• Records for this task
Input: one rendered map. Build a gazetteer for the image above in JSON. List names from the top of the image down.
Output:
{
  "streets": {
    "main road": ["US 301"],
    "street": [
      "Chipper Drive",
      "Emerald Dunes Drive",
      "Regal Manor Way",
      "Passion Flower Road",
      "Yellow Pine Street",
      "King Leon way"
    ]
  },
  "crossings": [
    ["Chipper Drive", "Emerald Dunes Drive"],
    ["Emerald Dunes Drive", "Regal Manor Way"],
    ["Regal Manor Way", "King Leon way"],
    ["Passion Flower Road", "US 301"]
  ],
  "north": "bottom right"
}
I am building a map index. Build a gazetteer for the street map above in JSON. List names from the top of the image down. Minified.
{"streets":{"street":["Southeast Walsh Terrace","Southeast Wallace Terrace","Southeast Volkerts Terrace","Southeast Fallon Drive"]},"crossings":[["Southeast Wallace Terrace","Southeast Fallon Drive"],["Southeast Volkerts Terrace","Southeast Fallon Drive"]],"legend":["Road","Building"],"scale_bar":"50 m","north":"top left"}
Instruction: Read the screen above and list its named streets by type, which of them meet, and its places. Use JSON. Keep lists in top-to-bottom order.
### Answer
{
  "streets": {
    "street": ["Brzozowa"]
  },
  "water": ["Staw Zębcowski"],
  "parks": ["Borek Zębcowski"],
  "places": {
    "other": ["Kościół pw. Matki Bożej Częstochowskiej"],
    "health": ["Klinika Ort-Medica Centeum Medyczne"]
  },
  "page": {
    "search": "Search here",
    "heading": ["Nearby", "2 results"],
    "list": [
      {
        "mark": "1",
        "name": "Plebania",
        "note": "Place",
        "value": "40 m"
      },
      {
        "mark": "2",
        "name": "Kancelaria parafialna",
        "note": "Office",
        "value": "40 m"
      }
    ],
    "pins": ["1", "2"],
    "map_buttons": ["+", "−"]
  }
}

• Problem
Precisely reproduce the lines of the entries, beginning at the first and ending at the one containing "Instruction: Read the". Add nothing.

• Expected answer
Input: one rendered map. Build a gazetteer for the image above in JSON. List names from the top of the image down.
Output:
{
  "streets": {
    "main road": ["US 301"],
    "street": [
      "Chipper Drive",
      "Emerald Dunes Drive",
      "Regal Manor Way",
      "Passion Flower Road",
      "Yellow Pine Street",
      "King Leon way"
    ]
  },
  "crossings": [
    ["Chipper Drive", "Emerald Dunes Drive"],
    ["Emerald Dunes Drive", "Regal Manor Way"],
    ["Regal Manor Way", "King Leon way"],
    ["Passion Flower Road", "US 301"]
  ],
  "north": "bottom right"
}
I am building a map index. Build a gazetteer for the street map above in JSON. List names from the top of the image down. Minified.
{"streets":{"street":["Southeast Walsh Terrace","Southeast Wallace Terrace","Southeast Volkerts Terrace","Southeast Fallon Drive"]},"crossings":[["Southeast Wallace Terrace","Southeast Fallon Drive"],["Southeast Volkerts Terrace","Southeast Fallon Drive"]],"legend":["Road","Building"],"scale_bar":"50 m","north":"top left"}
Instruction: Read the screen above and list its named streets by type, which of them meet, and its places. Use JSON. Keep lists in top-to-bottom order.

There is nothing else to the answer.